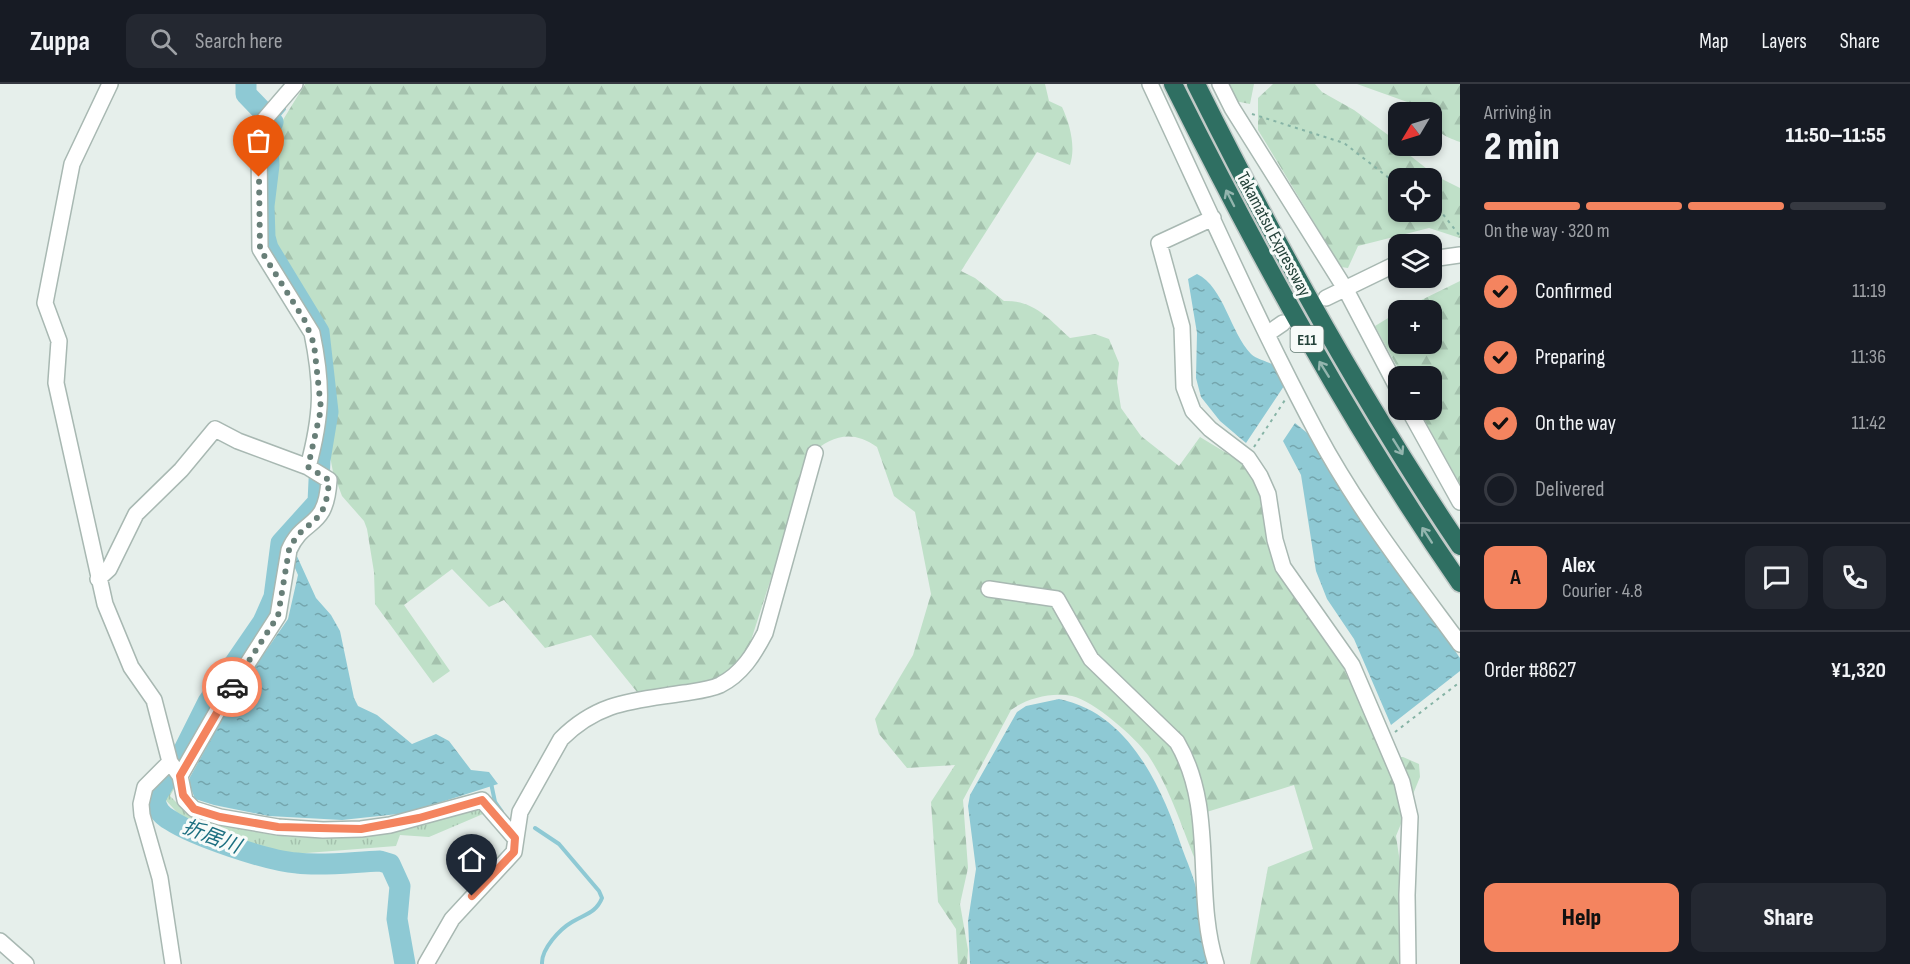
<!DOCTYPE html>
<meta charset="utf-8">
<style>
body{margin:0;font-family:"Sofia Sans Condensed","Noto Sans JP",sans-serif;background:#242831;color:#f1f3f6;height:100vh;display:flex;flex-direction:column;font-size:22px;white-space:nowrap}
*{box-sizing:border-box;margin:0}
p{font-size:20px;color:#9ea1a6}
.icon{flex:none;width:33px;height:33px;fill:none;stroke:currentColor;stroke-width:2;stroke-linecap:round;stroke-linejoin:round}
.map{position:relative;flex:1;overflow:hidden}
.drawer{display:flex;flex-direction:column;background:#171b24;width:450px}
.drawer>*{flex:none}
.needle{width:39px;rotate:232deg}
.controls{position:absolute;left:1388px;top:18px;display:grid;gap:12px}
.controls a{display:grid;place-items:center;width:54px;height:54px;border-radius:12px;background:#171b24;box-shadow:0 3px 9px #0003;font-size:30px}
.pin{position:absolute;display:grid;place-items:center;width:51px;height:51px;color:#fff;margin:-62px -26px;border-radius:50% 50% 50% 0;rotate:-45deg;box-shadow:0 0 6px #0007}
.pin .icon{rotate:45deg}
.courier{position:absolute;display:grid;place-items:center;width:60px;height:60px;margin:-30px;border:4px solid #f4845f;border-radius:50%;background:#fff;color:#222;box-shadow:0 2px 8px #0007}
.head em{font-style:normal;font-weight:800}
.head div{display:flex;flex-direction:column-reverse}
.head{display:flex;align-items:center;justify-content:space-between;height:102px;padding:0 24px}
h1{font-size:39px;font-weight:800;line-height:45px}
.bar{display:grid;grid-template-columns:repeat(4,1fr);gap:9px 6px;align-content:center;height:72px;padding:0 24px}
.bar i{height:8px;border-radius:4px;background:#363941}
.bar .active{background:#f4845f}
.bar p{grid-column:span 4}
.line{display:flex;align-items:center;gap:15px;padding:0 24px;border-top:2px solid #363941}
.line div{flex:1}
.round{display:grid;place-items:center;flex:none;width:63px;height:63px;border-radius:12px;background:#242831}
ol{padding:0 24px;list-style:none}
li{display:flex;align-items:center;gap:18px;height:66px}
li p{margin-inline-start:auto}
li .icon{padding:6px;border-radius:50%;background:#f4845f;color:#111;stroke-width:4}
li:last-child{color:#9ea1a6}
li i{width:33px;height:33px;border:3px solid #363941;border-radius:50%}
.cta{display:flex;gap:12px;margin-top:auto;padding:12px 24px}
.cta a{flex:1;height:69px;border-radius:12px;background:#f4845f;color:#111;font-size:24px;font-weight:800;line-height:69px;text-align:center}
.cta a+a{background:#242831;color:#f1f3f6}
header{display:flex;align-items:center;gap:36px;box-sizing:border-box;height:84px;padding:0 30px;background:#171b24;border-bottom:2px solid #363941}
header strong{font-size:28px}
nav{display:flex;gap:33px;margin-inline-start:auto;font-size:21px}
.search{width:420px;height:54px;background:#242831;display:flex;align-items:center;gap:15px;box-sizing:border-box;padding:0 21px;border-radius:12px;color:#9ea1a6;font-size:22px}
main{display:flex;flex:1;min-height:0}
.map>svg:first-child{display:block}
</style>
<header>
<strong>Zuppa</strong>
<div class="search"><svg class="icon" aria-label="search" viewBox="0 0 24 24"><circle cx="10" cy="10" r="6"/><path d="M15 15l6 6"/></svg>Search here</div>
<nav><a>Map</a><a>Layers</a><a>Share</a></nav>
</header>
<main>
<div class="map">
<svg width="1460" height="880" viewBox="0 0 1460 880">
<defs>
<pattern id="grass-tufts" width="24" height="20" patternUnits="userSpaceOnUse" patternTransform="scale(1.5)"><rect width="24" height="20" fill="#bfe0c8"/><path d="M3 7l-1-3M5 7V3M7 7l1-3M15 17l-1-3M17 17v-4M19 17l1-3" fill="none" stroke="#a4c1ad"/></pattern>
<pattern id="forest-firs" width="22" height="20" patternUnits="userSpaceOnUse" patternTransform="scale(1.5)"><rect width="22" height="20" fill="#bfe0c8"/><path d="M5 1l3.5 6h-7zM16 11l3.5 6h-7z" fill="#a4c1ad"/></pattern>
<pattern id="water-ripples" width="26" height="14" patternUnits="userSpaceOnUse" patternTransform="scale(1.5)"><rect width="26" height="14" fill="#8ec9d4"/><path d="M2 4q2-2 4 0t4 0M15 11q2-2 4 0t4 0" fill="none" stroke="#74a5ad"/></pattern>
</defs>
<rect width="100%" height="100%" fill="#e6efeb"/>
<path fill="url(#grass-tufts)" d="M168 703H175L170 712 188 730 201 736C230 742 262 751 292 753 356 757 417 743 478 724L483 730 429 753 400 751 396 762 294 770 270 766 184 736 162 712Z"/>
<path fill="url(#forest-firs)" fill-rule="evenodd" d="M305 0H1045L1049 17 1062 23C1070 40 1076 63 1070 81L1037 68 961 187 975 194 1004 217C1034 216 1049 235 1070 254L1095 250 1109 255 1119 279 1117 298 1121 324 1141 352 1179 382 1200 353 1243 379 1254 396 1262 418 1273 478 1288 504 1330 555 1385 673H1403L1419 680 1420 693 1396 752 1405 812 1406 880H1250L1268 783 1313 765 1294 701 1197 731 1199 785C1183 748 1171 705 1148 671 1135 653 1094 617 1072 612 1052 608 1027 614 1011 626L963 716 968 784 960 820 968 866 967 880H958L956 845 938 818 931 718 955 681 907 684 879 650 875 635 913 571 931 510 915 428 894 412 877 363C852 345 831 352 811 370L746 572 714 597 696 603 637 608 591 551 545 564 504 516 489 523 452 485 404 521 450 587 433 599 375 520 374 488 367 445 364 437 342 412 333 388 327 356 332 325 321 245 272 165 266 124 272 76 270 57Z
M1227 0H1254L1250 20 1235 17Z
M1273 0H1315L1322 8 1354 26 1395 56 1398 62 1436 92 1460 104V154L1429 144 1358 162 1348 184 1341 183 1258 46V14ZM1398 94H1431V128H1398Z
M1357 0H1460V58C1444 52 1431 47 1431 28H1421L1410 19Z
M1460 197V400L1419 326H1431V292H1402L1375 242 1398 228V260H1431V226H1401Z"/>
<path fill="url(#water-ripples)" d="M1197 190C1224 203 1230 248 1251 270 1256 275 1266 277 1272 280L1276 277 1286 299 1246 359 1220 337 1201 313 1196 294 1197 249 1188 195Z
M1295 339 1311 352 1357 427 1460 574V587L1391 641 1354 555 1327 515 1316 487 1301 391 1283 357Z
M296 470 316 514 331 531 340 547 354 614 358 622 377 631 412 660 436 650 449 657 471 686 489 688 498 700 407 729 342 736 269 732 214 721 195 715 190 702V693L236 610 288 535 298 491 292 477Z
M1059 615C1129 629 1162 703 1182 764 1187 778 1194 793 1197 808 1202 833 1201 856 1210 880H970L968 837 976 785 968 722 970 711 1017 628 1026 622Z"/>
<g fill="none" stroke-linecap="round" stroke-linejoin="round">
<path stroke="#8ec9d4" stroke-width="4" d="M273 38 284 25
M491 699 495 718 502 728
M535 744 559 760 599 807 602 814C596 829 585 830 572 838 560 845 541 865 542 880"/>
<path stroke="#8ec9d4" stroke-width="21" d="M246 0V10L273 38 267 53 269 81 264 122 265 153 268 164 319 248 328 328 320 376 318 418 281 459 274 513 263 538 208 618 184 666 155 714C156 725 161 731 170 736 194 752 268 777 297 779 323 782 353 778 380 777L390 780 400 802 397 835 405 880"/>
<defs>
<path id="minor" d="M110 0 72 80 45 219 59 257 56 299 105 520 131 583 154 616 170 678 180 692 185 716 194 725 220 733 278 743 323 746 361 745 390 741 482 716 515 754
M295 0 264 36 259 53 260 165 312 249C323 302 322 331 308 383
M1150 0C1205 117 1256 235 1317 349 1357 424 1410 492 1460 560
M1220 0 1232 24 1346 206 1398 305
M1213 134 1159 159 1182 243 1184 303 1193 327 1210 345 1248 374 1260 392 1268 410 1275 456 1283 483 1352 581 1402 698 1410 733 1407 811 1408 880
M1431 175 1460 171
M1326 214 1398 179
M1267 250 1283 239
M1409 326 1460 418
M98 495 109 485 136 430 181 386 215 345 238 357 308 383 329 396C326 447 304 432 289 466L278 532 219 624 180 692
M989 505 1057 515 1091 575 1177 658C1217 726 1193 808 1216 880
M170 678 145 703 141 720 142 731 160 794 173 880
M0 857 26 880
M426 880 452 835 514 768 520 728 561 655C599 617 634 617 684 609 696 607 709 606 720 601 742 590 754 570 765 549L815 369"/>
<path id="highway" d="M1173 0C1259 172 1351 341 1460 499
M1196 0C1275 159 1361 315 1460 462"/>
</defs>
<use href="#minor" stroke="#a8b8b2" stroke-width="18"/>
<use href="#highway" stroke="#c2cac8" stroke-width="21"/>
<path stroke="#86b3a5" stroke-width="2" stroke-dasharray="3 4.5" stroke-linecap="butt" d="M1252 30 1344 59 1398 101
M1431 122 1442 129 1460 152
M1254 363 1285 316
M1395 648 1460 598"/>
<use href="#minor" stroke="#fff" stroke-width="15"/>
<use href="#highway" stroke="#2f6f62" stroke-width="18"/>
</g>
<defs><path id="oneway-shaft" d="M-6 0H5M1.5-3L5.5 0L1.5 3" fill="none" stroke-width="1.6" stroke-linecap="round" stroke-linejoin="round" transform="scale(1.5)"/></defs>
<g stroke="#93b5ae">
<use href="#oneway-shaft" transform="translate(1230 114) rotate(-117)"/>
<use href="#oneway-shaft" transform="translate(1324 285) rotate(-122)"/>
<use href="#oneway-shaft" transform="translate(1398 363) rotate(58)"/>
<use href="#oneway-shaft" transform="translate(1427 451) rotate(-123)"/>
</g>
<g fill="none" stroke-linecap="round" stroke-linejoin="round">
<path stroke="#687f78" stroke-width="6" stroke-dasharray="0 10.8" d="M232 603 278 532 289 466C304 432 326 447 329 396L308 383 321 325 314 260 305 237 260 165 259 93"/>
<path stroke="#f4845f" stroke-width="8" d="M232 603 180 692 183 711 194 725 220 733 278 743 361 745 419 734 482 716 515 754 514 768 472 812"/>
</g>
<g text-anchor="middle" stroke-width="6" stroke-linejoin="round" paint-order="stroke">
<rect fill="#f7fbf9" stroke="#637a73" stroke-width="1.5" x="1290.5" y="242" width="33" height="26" rx="4.5"/>
<g font-size="16" font-weight="bold" fill="#24423a">
<text x="1307" y="261">E11</text>
</g>
<g font-size="18" fill="#24423a" stroke="#f7fbf9">
<text transform="translate(1274 150) rotate(62)" y="6">Takamatsu Expressway</text>
</g>
<g font-size="20" font-style="italic" fill="#1c6f80" stroke="#f7fbf9">
<text transform="translate(212 752) rotate(21)" y="7">折居川</text>
</g>
</g>
</svg>
<div class="controls">
<a><svg class="needle" viewBox="-14 -14 28 28"><path d="M0-13l5 13h-10z" fill="#e53935"/><path d="M0 13l5-13h-10z" fill="#9ea1a6"/></svg></a>
<a><svg class="icon" aria-label="locate" viewBox="0 0 24 24"><circle cx="12" cy="12" r="6"/><path d="M12 2v4M12 18v4M2 12h4M18 12h4"/></svg></a>
<a><svg class="icon" aria-label="layers" viewBox="0 0 24 24"><path d="M12 4l9 5-9 5-9-5zM3 14l9 5 9-5"/></svg></a>
<a>+</a>
<a>−</a>
</div>
<div class="pin" style="left:259px;top:93px;background:#ea580c"><svg class="icon" aria-label="bag" viewBox="0 0 24 24"><path d="M5 8h14l-1 12H6zM9 8a3 3 0 0 1 6 0"/></svg></div>
<div class="pin" style="left:472px;top:812px;background:#1f2937"><svg class="icon" aria-label="home" viewBox="0 0 24 24"><path d="M3 11l9-7 9 7M6 9v11h12V9"/></svg></div>
<div class="courier" style="left:232px;top:603px"><svg class="icon" aria-label="car" viewBox="0 0 24 24"><path d="M5 17H2v-5l4-1 3-4h7l3 4 3 1v5h-3M9 17h6M6 11h13"/><circle cx="7" cy="17" r="2"/><circle cx="17" cy="17" r="2"/></svg></div>
</div>
<section class="drawer">
<div class="head"><div><h1>2 min</h1><p>Arriving in</p></div><em>11:50–11:55</em></div>
<div class="bar"><i class="active"></i><i class="active"></i><i class="active"></i><i></i><p>On the way · 320 m</p></div>
<ol>
<li><svg class="icon" aria-label="check" viewBox="0 0 24 24"><path d="M5 12l5 5 9-10"/></svg>Confirmed<p>11:19</p></li>
<li><svg class="icon" aria-label="check" viewBox="0 0 24 24"><path d="M5 12l5 5 9-10"/></svg>Preparing<p>11:36</p></li>
<li><svg class="icon" aria-label="check" viewBox="0 0 24 24"><path d="M5 12l5 5 9-10"/></svg>On the way<p>11:42</p></li>
<li><i></i>Delivered</li>
</ol>
<div class="line" style="height:108px"><b class="round" style="background:#f4845f;color:#111">A</b><div><b>Alex</b><p>Courier · 4.8</p></div><a class="round"><svg class="icon" aria-label="chat" viewBox="0 0 24 24"><path d="M4 5h16v11H9l-5 4z"/></svg></a><a class="round"><svg class="icon" aria-label="phone" viewBox="0 0 24 24"><path d="M5 4h4l2 5-3 2q2 4 5 5l2-3 5 2v4C11 20 4 13 5 4z"/></svg></a></div>
<div class="line" style="height:78px"><div>Order #8627</div><b>¥1,320</b></div>
<div class="cta"><a>Help</a><a>Share</a></div>
</section>
</main>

> _The problem_:
From the entries above, work out the number of lines containing the string "left" and give that number by itself.

> _Answer area_:
4